▶ [HOW TO COMPLETE THIS TASK]:
All lines with the word "stream" are to be found and copied from the listing.
===== EXCERPTED RECORDS
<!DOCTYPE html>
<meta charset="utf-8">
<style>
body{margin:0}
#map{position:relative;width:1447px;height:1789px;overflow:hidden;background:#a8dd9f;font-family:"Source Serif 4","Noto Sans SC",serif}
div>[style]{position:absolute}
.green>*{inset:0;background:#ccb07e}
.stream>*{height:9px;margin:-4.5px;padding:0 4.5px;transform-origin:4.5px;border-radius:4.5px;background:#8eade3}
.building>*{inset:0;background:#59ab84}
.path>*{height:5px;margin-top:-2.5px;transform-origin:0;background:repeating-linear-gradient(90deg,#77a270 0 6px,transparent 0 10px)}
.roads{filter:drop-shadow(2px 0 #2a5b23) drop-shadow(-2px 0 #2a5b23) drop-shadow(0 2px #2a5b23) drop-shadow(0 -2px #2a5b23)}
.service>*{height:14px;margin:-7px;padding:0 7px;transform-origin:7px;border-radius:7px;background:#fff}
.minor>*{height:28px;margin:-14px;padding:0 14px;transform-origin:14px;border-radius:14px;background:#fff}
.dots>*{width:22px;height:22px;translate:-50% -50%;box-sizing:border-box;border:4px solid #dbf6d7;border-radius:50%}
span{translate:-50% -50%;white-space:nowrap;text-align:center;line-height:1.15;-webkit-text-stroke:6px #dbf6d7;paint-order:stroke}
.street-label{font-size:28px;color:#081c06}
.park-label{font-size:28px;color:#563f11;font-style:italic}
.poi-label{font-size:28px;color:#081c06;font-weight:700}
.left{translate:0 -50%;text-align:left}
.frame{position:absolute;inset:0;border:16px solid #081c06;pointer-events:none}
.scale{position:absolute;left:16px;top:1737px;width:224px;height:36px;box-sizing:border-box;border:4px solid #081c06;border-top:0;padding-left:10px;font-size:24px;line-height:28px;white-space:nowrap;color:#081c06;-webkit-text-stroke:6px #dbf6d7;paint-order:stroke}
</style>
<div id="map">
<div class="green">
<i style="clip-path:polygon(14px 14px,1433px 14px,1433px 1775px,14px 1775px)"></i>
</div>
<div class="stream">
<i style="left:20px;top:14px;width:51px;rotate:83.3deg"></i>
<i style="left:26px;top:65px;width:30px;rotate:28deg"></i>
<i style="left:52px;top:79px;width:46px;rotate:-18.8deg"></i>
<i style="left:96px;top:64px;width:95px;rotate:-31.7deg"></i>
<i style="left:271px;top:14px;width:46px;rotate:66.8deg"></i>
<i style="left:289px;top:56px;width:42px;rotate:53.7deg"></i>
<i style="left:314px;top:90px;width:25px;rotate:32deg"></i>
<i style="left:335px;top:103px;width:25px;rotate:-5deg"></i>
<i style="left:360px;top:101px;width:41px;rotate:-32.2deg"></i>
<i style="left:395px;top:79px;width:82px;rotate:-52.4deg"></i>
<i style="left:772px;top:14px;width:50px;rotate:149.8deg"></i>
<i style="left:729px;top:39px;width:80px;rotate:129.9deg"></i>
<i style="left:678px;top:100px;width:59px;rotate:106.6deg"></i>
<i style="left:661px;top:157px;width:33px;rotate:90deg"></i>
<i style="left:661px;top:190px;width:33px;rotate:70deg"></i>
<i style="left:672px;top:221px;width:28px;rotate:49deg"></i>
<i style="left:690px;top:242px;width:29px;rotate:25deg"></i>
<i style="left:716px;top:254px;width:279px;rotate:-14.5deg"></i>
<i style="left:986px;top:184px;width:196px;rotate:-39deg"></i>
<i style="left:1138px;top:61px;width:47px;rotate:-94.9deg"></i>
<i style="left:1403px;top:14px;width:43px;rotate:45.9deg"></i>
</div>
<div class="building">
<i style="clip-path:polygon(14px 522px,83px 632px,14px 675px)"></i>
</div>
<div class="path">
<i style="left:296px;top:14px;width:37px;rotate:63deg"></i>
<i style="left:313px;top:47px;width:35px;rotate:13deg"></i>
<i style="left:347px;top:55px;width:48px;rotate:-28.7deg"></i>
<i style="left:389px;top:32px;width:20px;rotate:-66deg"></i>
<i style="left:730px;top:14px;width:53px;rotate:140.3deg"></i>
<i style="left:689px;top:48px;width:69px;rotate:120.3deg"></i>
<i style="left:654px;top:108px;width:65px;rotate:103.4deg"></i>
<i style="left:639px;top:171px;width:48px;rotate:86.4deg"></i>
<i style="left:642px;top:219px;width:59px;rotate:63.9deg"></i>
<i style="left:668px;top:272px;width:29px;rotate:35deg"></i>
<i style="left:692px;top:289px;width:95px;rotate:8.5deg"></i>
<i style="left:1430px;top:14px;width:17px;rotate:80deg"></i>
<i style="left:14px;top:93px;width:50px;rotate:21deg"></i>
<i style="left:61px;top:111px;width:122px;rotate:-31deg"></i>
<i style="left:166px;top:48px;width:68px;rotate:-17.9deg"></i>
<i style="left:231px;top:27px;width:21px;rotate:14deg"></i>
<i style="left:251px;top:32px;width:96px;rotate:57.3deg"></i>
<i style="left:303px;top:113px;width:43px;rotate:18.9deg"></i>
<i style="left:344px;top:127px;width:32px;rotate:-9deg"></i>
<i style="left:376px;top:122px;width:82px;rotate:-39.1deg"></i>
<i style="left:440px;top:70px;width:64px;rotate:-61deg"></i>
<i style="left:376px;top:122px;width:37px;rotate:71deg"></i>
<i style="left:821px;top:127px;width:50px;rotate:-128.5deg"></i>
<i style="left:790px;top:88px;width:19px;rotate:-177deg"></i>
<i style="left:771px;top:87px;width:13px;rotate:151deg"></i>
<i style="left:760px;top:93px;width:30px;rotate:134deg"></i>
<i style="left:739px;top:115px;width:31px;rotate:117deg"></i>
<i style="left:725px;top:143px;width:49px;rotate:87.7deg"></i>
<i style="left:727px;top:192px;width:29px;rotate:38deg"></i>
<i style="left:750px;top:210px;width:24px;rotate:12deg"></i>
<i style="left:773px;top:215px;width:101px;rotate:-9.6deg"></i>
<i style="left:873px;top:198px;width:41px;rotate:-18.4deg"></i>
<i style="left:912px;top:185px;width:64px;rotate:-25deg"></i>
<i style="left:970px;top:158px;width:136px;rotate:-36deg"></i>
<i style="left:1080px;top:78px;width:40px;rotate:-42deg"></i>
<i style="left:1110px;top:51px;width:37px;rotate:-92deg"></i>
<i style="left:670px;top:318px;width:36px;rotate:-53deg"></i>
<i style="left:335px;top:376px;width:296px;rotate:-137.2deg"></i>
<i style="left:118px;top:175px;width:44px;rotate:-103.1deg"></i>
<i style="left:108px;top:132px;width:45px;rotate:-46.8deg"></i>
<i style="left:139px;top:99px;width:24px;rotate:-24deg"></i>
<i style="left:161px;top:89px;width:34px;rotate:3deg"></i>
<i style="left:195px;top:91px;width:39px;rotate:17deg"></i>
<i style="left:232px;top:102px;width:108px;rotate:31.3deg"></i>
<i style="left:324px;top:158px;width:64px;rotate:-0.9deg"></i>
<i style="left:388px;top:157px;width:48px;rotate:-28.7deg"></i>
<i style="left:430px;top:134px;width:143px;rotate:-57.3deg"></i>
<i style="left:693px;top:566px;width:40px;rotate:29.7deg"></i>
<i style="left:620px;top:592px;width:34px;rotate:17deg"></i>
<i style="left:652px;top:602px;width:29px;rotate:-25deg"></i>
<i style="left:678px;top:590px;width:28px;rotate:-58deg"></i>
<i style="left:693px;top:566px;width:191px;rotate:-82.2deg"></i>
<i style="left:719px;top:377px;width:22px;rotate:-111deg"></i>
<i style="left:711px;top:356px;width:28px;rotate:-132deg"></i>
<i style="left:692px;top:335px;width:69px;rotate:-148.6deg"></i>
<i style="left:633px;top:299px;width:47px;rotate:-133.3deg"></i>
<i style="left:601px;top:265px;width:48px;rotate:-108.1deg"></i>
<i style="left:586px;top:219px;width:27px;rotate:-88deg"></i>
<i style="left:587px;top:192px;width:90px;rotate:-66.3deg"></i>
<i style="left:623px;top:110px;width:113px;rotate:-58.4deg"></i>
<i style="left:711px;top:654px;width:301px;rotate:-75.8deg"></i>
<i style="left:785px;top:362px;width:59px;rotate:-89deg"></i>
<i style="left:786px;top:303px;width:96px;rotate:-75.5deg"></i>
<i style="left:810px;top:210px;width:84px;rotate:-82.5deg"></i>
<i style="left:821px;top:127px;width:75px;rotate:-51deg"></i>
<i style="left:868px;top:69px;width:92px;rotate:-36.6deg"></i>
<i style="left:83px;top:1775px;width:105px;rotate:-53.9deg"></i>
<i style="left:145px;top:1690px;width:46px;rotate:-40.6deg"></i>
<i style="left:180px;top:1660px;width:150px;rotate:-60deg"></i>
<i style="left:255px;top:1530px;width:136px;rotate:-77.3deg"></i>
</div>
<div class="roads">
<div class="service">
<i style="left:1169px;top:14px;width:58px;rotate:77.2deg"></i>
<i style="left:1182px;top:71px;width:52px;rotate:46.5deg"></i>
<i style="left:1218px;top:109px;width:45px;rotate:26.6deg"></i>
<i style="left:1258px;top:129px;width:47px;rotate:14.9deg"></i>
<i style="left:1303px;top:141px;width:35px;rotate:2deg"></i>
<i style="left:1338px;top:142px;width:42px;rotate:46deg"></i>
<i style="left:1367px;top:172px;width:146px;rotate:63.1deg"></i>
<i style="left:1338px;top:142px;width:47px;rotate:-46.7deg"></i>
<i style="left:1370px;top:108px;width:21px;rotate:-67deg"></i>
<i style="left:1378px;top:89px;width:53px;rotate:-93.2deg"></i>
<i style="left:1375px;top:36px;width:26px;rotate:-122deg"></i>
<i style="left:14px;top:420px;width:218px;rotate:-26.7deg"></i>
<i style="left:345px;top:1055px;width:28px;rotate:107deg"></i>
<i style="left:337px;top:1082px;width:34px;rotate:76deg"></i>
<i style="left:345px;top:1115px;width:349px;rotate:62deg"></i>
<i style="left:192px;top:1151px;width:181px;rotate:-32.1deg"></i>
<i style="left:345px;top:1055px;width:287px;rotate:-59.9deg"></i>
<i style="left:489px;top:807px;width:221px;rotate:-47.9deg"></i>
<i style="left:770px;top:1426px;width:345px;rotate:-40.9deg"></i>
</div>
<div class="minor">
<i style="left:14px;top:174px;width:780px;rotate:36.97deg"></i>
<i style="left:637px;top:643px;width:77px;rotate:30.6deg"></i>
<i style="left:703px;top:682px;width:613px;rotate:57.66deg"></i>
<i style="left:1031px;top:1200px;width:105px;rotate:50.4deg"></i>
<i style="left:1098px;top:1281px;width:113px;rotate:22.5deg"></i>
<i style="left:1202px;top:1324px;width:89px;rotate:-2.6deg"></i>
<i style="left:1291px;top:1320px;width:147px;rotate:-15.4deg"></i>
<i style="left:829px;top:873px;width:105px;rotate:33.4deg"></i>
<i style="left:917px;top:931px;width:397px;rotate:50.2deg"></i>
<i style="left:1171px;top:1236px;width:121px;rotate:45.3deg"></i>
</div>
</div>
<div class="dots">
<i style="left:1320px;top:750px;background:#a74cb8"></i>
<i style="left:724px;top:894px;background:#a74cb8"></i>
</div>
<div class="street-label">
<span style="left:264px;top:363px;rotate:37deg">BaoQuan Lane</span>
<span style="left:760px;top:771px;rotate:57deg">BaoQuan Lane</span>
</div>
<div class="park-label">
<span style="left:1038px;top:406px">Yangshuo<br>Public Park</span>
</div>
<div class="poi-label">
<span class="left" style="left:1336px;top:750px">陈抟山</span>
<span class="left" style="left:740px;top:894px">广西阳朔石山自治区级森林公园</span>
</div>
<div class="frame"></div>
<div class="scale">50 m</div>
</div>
==========
▶ [SOLUTION TO THIS EXERCISE]:
.stream>*{height:9px;margin:-4.5px;padding:0 4.5px;transform-origin:4.5px;border-radius:4.5px;background:#8eade3}
<div class="stream">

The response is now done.